The boy who sometimes tripped over his own sneakers, who laughed until his stomach hurt, who stayed up too late playing video games with his little brother. The boy who was messy and imperfect, who didn’t need to be anything more than himself.
A lot of those moments happened with his family—around the dinner table when his mom made her famous chili, or during long road trips where they all sang loudly and terribly to old songs on the radio. At home, nobody cared about his red-carpet smiles or perfectly delivered interviews. He was just their Walker—son, brother, goofball.
But the rest of those moments—the ones that truly lit him up—the most of them, actually, weren’t with his family.
They were with her.
His sweet, steady, loving girl.
She didn’t see him through the lens the rest of the world did. She didn’t look at him and think celebrity, or wealth, or fame. She didn’t melt over magazine covers or talk about box office numbers. When she looked at him, she saw him. The boy who sometimes burned toast, who got cold hands in the winter, who made dumb puns when he was nervous. Her boy.

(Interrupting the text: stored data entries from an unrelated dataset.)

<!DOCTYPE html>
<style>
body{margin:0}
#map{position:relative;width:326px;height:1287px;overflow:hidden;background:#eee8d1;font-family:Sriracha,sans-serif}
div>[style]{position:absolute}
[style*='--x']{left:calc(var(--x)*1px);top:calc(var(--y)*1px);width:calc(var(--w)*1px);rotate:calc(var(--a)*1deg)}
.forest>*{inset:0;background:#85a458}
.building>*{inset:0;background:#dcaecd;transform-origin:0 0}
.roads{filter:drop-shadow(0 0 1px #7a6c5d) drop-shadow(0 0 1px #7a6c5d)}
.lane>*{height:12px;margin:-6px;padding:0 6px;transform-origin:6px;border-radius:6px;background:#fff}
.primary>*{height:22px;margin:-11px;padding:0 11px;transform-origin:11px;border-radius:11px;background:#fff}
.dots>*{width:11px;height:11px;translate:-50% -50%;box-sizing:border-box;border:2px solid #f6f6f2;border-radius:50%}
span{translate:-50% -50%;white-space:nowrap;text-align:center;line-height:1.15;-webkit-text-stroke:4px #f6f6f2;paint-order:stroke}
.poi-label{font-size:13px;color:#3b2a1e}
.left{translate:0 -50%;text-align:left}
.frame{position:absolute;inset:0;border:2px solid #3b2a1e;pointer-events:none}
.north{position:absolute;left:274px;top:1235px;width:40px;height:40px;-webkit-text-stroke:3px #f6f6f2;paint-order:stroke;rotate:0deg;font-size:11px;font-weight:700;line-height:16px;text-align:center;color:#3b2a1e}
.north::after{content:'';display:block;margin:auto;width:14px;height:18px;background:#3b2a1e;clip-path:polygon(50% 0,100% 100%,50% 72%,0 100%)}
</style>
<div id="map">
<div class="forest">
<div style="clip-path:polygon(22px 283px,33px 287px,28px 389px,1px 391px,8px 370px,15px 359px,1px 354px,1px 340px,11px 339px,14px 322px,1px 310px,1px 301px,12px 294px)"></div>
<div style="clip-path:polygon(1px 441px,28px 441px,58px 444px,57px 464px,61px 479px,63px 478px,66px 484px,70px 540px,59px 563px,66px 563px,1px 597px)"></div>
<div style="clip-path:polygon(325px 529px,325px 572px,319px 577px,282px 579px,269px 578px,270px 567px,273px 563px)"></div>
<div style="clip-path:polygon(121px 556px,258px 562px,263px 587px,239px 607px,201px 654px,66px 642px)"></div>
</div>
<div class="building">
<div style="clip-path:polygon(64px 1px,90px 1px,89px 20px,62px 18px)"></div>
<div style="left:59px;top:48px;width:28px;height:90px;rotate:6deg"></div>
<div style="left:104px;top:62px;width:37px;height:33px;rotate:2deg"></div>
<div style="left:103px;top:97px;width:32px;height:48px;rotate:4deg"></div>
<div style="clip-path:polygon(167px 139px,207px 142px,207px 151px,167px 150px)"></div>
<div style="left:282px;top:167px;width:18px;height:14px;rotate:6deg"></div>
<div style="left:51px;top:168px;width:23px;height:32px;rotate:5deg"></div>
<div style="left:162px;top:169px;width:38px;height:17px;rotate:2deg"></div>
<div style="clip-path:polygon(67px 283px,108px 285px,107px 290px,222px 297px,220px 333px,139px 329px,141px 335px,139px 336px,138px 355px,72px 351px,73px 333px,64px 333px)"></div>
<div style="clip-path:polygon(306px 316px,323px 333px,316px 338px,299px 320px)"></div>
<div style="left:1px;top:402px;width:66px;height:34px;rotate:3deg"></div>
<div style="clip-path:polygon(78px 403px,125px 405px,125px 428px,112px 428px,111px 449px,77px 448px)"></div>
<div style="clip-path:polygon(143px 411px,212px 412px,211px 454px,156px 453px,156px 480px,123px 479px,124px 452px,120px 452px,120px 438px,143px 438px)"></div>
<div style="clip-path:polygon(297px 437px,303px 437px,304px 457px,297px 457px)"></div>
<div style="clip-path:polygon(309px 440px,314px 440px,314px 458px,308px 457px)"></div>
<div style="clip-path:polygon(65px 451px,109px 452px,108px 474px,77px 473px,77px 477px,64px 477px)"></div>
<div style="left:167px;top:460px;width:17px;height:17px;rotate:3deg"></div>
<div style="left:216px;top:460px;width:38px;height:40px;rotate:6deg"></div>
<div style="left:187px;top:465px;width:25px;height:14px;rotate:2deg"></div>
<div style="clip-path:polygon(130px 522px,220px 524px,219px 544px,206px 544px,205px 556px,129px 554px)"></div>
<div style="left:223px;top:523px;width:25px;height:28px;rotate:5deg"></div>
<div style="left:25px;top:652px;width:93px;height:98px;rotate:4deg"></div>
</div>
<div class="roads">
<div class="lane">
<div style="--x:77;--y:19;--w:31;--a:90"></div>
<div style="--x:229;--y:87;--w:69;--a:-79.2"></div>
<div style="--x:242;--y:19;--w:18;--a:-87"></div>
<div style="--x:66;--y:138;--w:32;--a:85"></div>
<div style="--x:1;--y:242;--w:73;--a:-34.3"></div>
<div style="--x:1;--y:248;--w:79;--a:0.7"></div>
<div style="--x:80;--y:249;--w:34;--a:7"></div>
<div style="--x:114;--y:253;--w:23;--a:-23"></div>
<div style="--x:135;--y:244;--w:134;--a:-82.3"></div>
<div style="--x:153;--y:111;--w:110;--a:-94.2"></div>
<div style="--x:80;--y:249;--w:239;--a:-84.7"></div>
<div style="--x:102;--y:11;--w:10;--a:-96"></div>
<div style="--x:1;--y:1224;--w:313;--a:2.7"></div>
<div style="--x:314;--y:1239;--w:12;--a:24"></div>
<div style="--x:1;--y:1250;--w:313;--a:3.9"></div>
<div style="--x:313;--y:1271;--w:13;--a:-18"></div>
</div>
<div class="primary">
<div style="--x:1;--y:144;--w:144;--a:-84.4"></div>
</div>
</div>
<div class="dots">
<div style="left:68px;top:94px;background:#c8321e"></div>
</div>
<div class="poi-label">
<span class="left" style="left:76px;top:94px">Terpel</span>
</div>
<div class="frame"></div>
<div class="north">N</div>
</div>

With her, he could wear sweatpants and no one would care. He could talk about nothing for hours and she’d still listen, because she wasn’t there for the excitement of his fame—she was there for the quiet in-between moments. The way his voice softened when he was tired. The way he rubbed the back of his neck when he was thinking. The way his eyes crinkled when he smiled for her, not for cameras.
They’d take walks in the park, no photographers, no fans, just crunching leaves underfoot and their hands brushing together until one of them finally held on. They’d watch movies in her living room, tangled up in blankets, not because the movie was good but because she liked feeling the rise and fall of his chest as he breathed beside her.
He told her things he’d never tell anyone else—not because they were scandalous, but because they were small, unremarkable things that mattered only to him. Things like how he still got nervous before table reads, or how the smell of cinnamon reminded him of his grandma’s kitchen.
With her, there was no need to perform, no need to be anything but the boy he’d always been before the lights found him. And in those moments—when she laughed at his corny jokes, when she leaned her head on his shoulder, when she made him feel like he was just Walker—those were the moments he wished he could freeze forever.
Because the truth was, he didn’t want to be Walker Scobell, famous teen actor, all the time. Sometimes, he just wanted to be Walker, her boy, the one who belonged to her in a way no one else ever could.